A confirmation to this hypothesis could have been obtained from animal models. However, in no animal model a direct link to AD was found. A difficulty was also due to the fact that mice, in which NGF synthesis was deleted by gene homologous recombination (ngf −/− mice), die during the early postnatal period and do not allow to study effects of long term NGF deprivation (Crowley et al., 1994). Heterozygous NGF knockout mice can survive until adulthood but no signs of AD-like neurodegeneration can be observed, with the exception of a 20% loss of basal forebrain cholinergic neurons (Chen et al., 1997).

To overcome the problems encountered with ngf −/− mice, a new approach was used to neutralize NGF activity. The activity of proteins can be blocked using antibodies that can not only recognize a given protein but neutralize its activity (neuroantibody approach) (Cattaneo, 1998).

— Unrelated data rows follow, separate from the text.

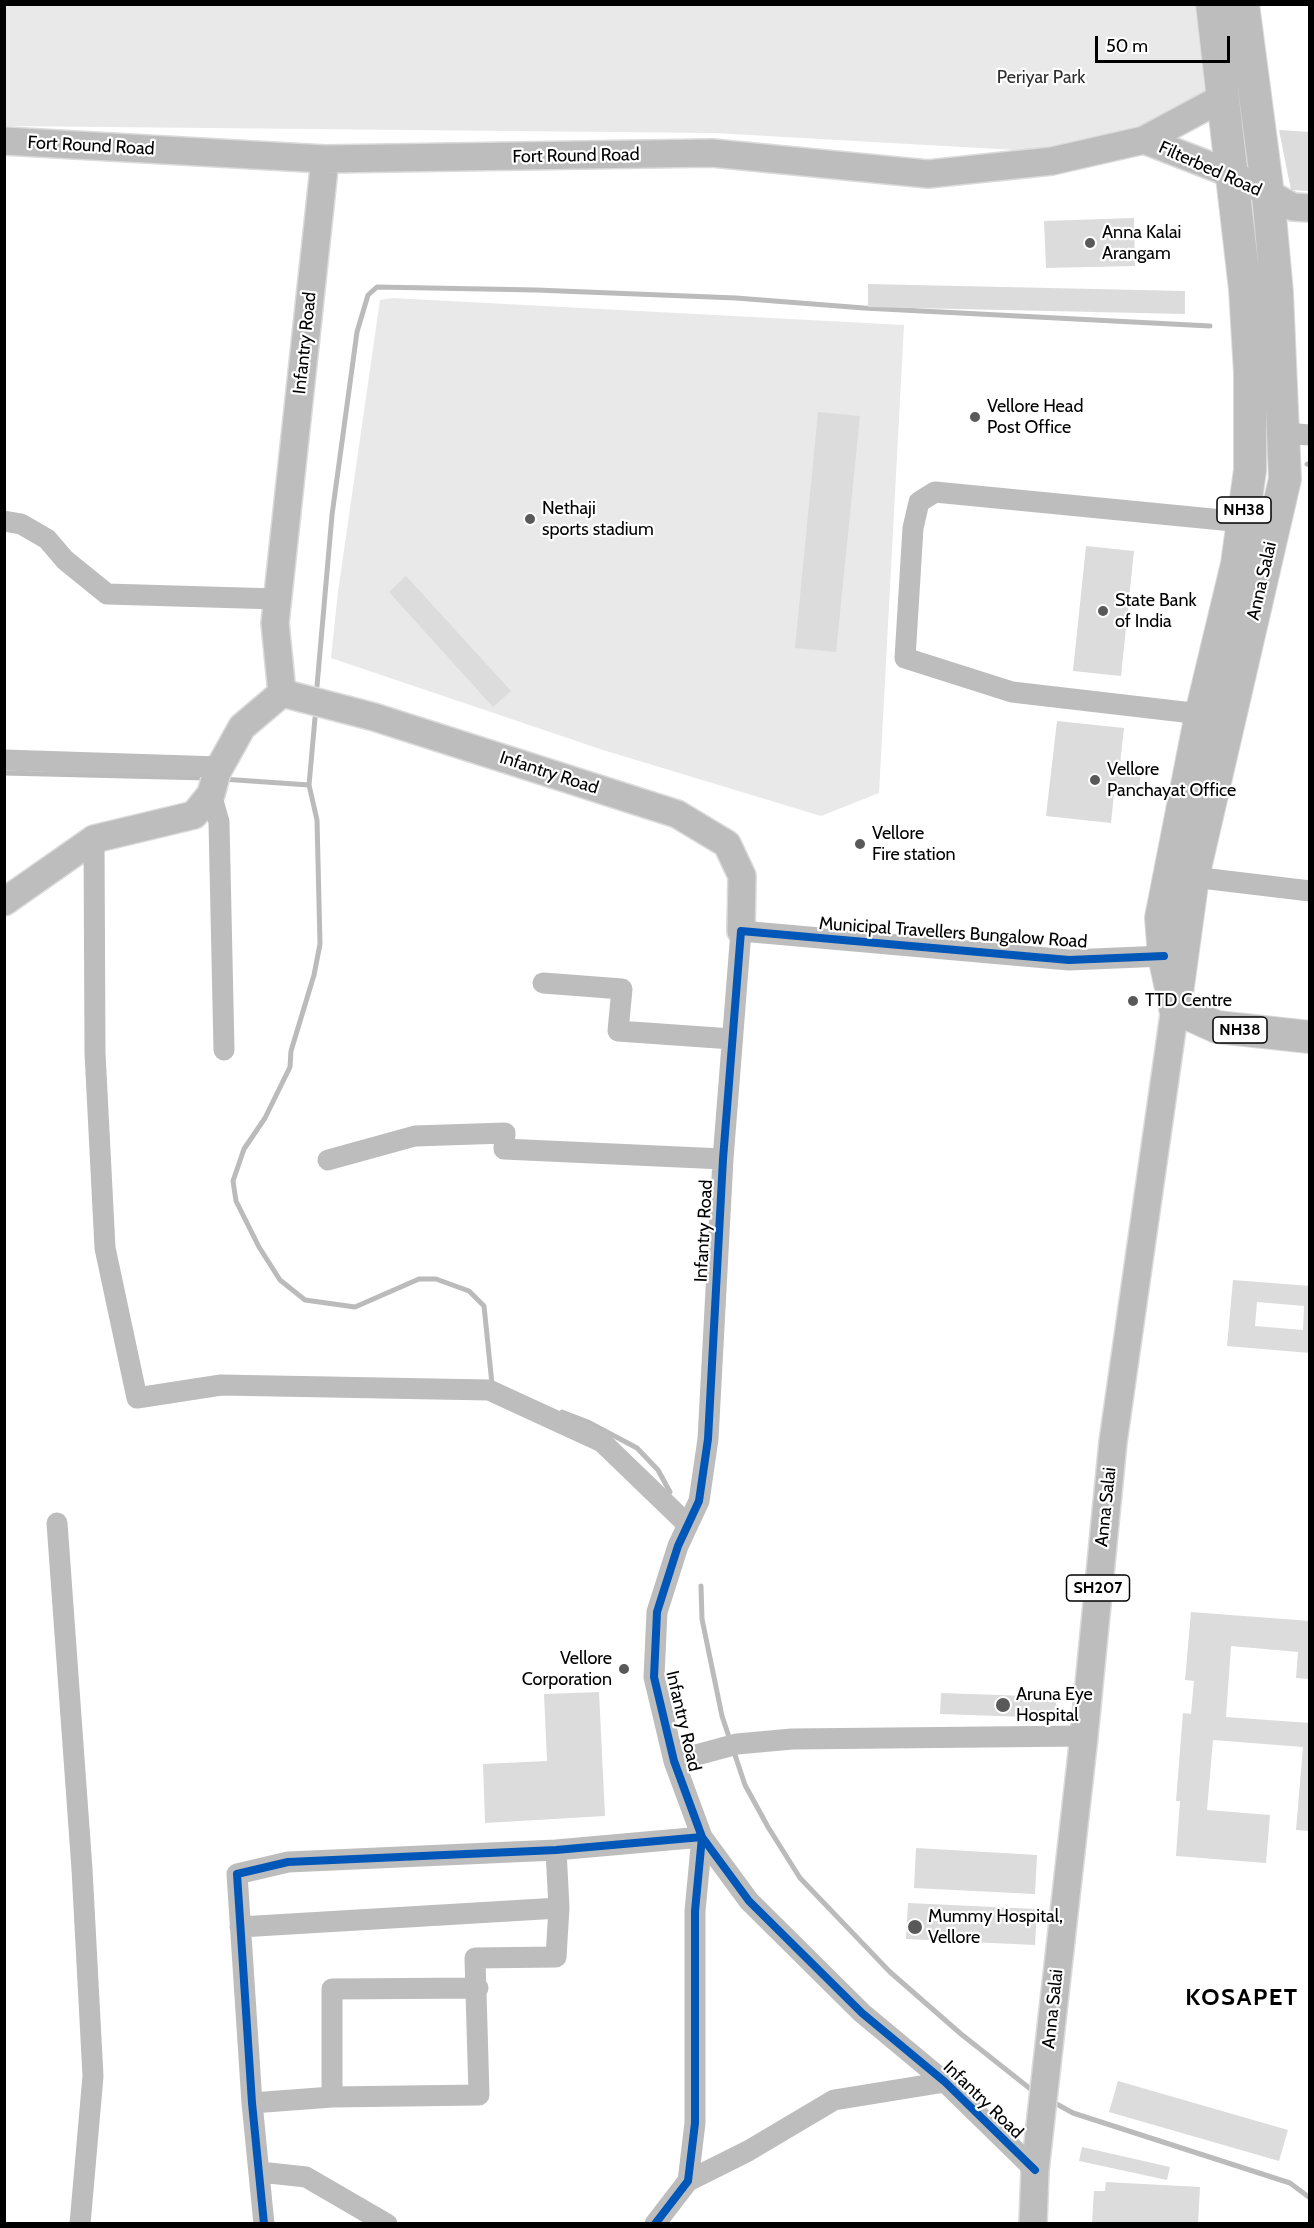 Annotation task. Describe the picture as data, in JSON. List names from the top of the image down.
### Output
{
  "streets": {
    "highway": ["NH38", "Anna Salai"],
    "main road": [
      "Fort Round Road",
      "Filterbed Road",
      "Infantry Road",
      "SH207"
    ],
    "street": ["Municipal Travellers Bungalow Road"]
  },
  "crossings": [
    ["Fort Round Road", "Filterbed Road"],
    ["Fort Round Road", "Infantry Road"],
    ["Filterbed Road", "Anna Salai"],
    ["Infantry Road", "Anna Salai"],
    ["Infantry Road", "Municipal Travellers Bungalow Road"],
    ["NH38", "Anna Salai"],
    ["Anna Salai", "Municipal Travellers Bungalow Road"]
  ],
  "districts": ["KOSAPET"],
  "parks": ["Periyar Park"],
  "places": [
    "Anna Kalai Arangam",
    "Vellore Head Post Office",
    "Nethaji sports stadium",
    "State Bank of India",
    "Vellore Panchayat Office",
    "Vellore Fire station",
    "TTD Centre",
    "Vellore Corporation",
    "Aruna Eye Hospital",
    "Mummy Hospital, Vellore"
  ],
  "scale_bar": "50 m"
}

In the initial study, the efficiency of antibody secretion by different type of cells was analyzed and it was found that the secretion by neuronal and glial cells was very high, with efficiency comparable to that of lymphoid cells transfected with the same antibody genes (Cattaneo and Neuberger, 1987). Thus, after achieving the proof of principle by producing transgenic mice expressing recombinant antibodies neutralizing substance P (Piccioli et al., 1995), anti-NGF transgenic mice were generated (Ruberti et al., 2000).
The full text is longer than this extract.